Effects of Anti-Microtubular Agents on Alloxan Stimulation and Inhibition of Glucose-Induced Insulin Release in Vitro

The effect of various anti-microtubular agents on alloxan stimulation and inhibition of a subsequent glucose-induced insulin release was investigated using in vitro incubation and perifusion of rat isolated islets of Langerhans. Five minute exposure of islets to alloxan (20 mg/dl) induced a transient burst of insulin release which was eliminated by the pretreatment of islets by heavy water (D2O) or colchicine (10-3 M) and concomitant presence of them with alloxan. However, vincristine (10-4 M) did not affect alloxan actions.
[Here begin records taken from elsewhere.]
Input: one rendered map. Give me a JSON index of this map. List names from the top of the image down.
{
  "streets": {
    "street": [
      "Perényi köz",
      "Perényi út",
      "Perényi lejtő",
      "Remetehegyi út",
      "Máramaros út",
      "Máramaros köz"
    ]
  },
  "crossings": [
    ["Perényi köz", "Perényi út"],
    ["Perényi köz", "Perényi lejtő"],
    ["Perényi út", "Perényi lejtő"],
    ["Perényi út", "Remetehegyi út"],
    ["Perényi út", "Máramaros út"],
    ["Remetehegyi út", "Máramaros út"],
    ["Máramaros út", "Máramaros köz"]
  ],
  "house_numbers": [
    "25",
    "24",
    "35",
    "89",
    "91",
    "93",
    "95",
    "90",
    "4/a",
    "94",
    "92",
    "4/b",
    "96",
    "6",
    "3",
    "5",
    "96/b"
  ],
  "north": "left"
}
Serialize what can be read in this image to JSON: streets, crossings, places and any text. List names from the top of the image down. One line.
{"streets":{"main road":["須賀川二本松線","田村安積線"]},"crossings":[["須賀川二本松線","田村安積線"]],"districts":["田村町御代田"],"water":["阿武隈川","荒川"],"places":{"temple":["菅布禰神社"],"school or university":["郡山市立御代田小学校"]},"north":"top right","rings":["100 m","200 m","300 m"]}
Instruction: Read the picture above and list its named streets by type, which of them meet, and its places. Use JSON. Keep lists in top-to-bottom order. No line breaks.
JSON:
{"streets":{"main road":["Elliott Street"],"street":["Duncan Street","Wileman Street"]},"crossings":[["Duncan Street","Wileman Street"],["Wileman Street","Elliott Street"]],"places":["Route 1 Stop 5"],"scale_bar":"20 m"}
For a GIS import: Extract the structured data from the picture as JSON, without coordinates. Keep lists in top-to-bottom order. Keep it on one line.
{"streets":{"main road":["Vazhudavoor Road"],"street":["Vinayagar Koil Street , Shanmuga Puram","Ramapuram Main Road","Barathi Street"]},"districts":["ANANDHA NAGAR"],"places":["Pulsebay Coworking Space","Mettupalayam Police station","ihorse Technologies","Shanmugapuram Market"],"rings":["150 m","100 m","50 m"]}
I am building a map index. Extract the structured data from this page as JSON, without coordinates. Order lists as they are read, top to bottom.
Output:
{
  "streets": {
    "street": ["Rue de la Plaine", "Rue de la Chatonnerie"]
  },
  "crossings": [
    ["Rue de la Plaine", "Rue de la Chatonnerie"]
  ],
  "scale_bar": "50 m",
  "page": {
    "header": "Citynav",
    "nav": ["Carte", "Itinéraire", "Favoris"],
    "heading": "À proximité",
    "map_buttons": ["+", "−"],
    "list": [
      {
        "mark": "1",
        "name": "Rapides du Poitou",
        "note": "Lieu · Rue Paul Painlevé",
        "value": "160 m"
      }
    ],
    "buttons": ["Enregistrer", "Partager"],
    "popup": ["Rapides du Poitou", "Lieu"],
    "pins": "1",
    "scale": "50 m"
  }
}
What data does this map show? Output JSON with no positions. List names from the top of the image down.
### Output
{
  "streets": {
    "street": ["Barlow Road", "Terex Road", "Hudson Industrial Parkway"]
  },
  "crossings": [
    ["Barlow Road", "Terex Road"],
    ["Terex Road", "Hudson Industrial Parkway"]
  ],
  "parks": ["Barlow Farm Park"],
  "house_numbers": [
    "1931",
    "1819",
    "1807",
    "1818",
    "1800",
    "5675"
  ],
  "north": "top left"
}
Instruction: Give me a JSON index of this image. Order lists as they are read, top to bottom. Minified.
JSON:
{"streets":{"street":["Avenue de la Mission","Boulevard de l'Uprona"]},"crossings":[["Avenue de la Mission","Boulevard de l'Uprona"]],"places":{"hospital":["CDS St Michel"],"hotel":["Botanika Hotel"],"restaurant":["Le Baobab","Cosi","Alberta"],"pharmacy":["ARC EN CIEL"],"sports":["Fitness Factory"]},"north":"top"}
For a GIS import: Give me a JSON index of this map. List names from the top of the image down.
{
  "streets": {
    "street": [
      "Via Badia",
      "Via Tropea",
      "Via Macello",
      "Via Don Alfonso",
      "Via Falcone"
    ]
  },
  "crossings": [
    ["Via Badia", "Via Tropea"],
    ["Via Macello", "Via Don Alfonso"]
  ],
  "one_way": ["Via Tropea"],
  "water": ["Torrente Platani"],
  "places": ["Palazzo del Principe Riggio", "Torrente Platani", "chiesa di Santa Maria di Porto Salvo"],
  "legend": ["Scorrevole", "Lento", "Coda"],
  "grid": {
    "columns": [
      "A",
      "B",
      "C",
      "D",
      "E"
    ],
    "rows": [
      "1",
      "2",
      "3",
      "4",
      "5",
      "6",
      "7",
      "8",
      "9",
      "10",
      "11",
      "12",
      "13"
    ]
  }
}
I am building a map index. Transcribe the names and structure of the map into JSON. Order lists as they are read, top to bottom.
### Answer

A brief exposure .of islets to alloxan completely inhibited a subsequent glucose (16.7 mM)-induced insulin release. The pretreatment of islets with D2O or colchicine prevented alloxan inhibition of insulin release, whereas vincristine did not demonstrate
such an action.

Because the transport of pyrimidine was completely inhibited by anti-microtubular agents, it seems likely that the transport of alloxan (2, 4, 5, 6-tetraoxypyrimidine, 5, 6-dioxyuracil) into the B-cell is impaired by these agents. Otherwise, anti-microtubular agents reduced the generation of highly reactive oxygen-containing free radicals from alloxan, which inhibits the glucose-induced insulin release.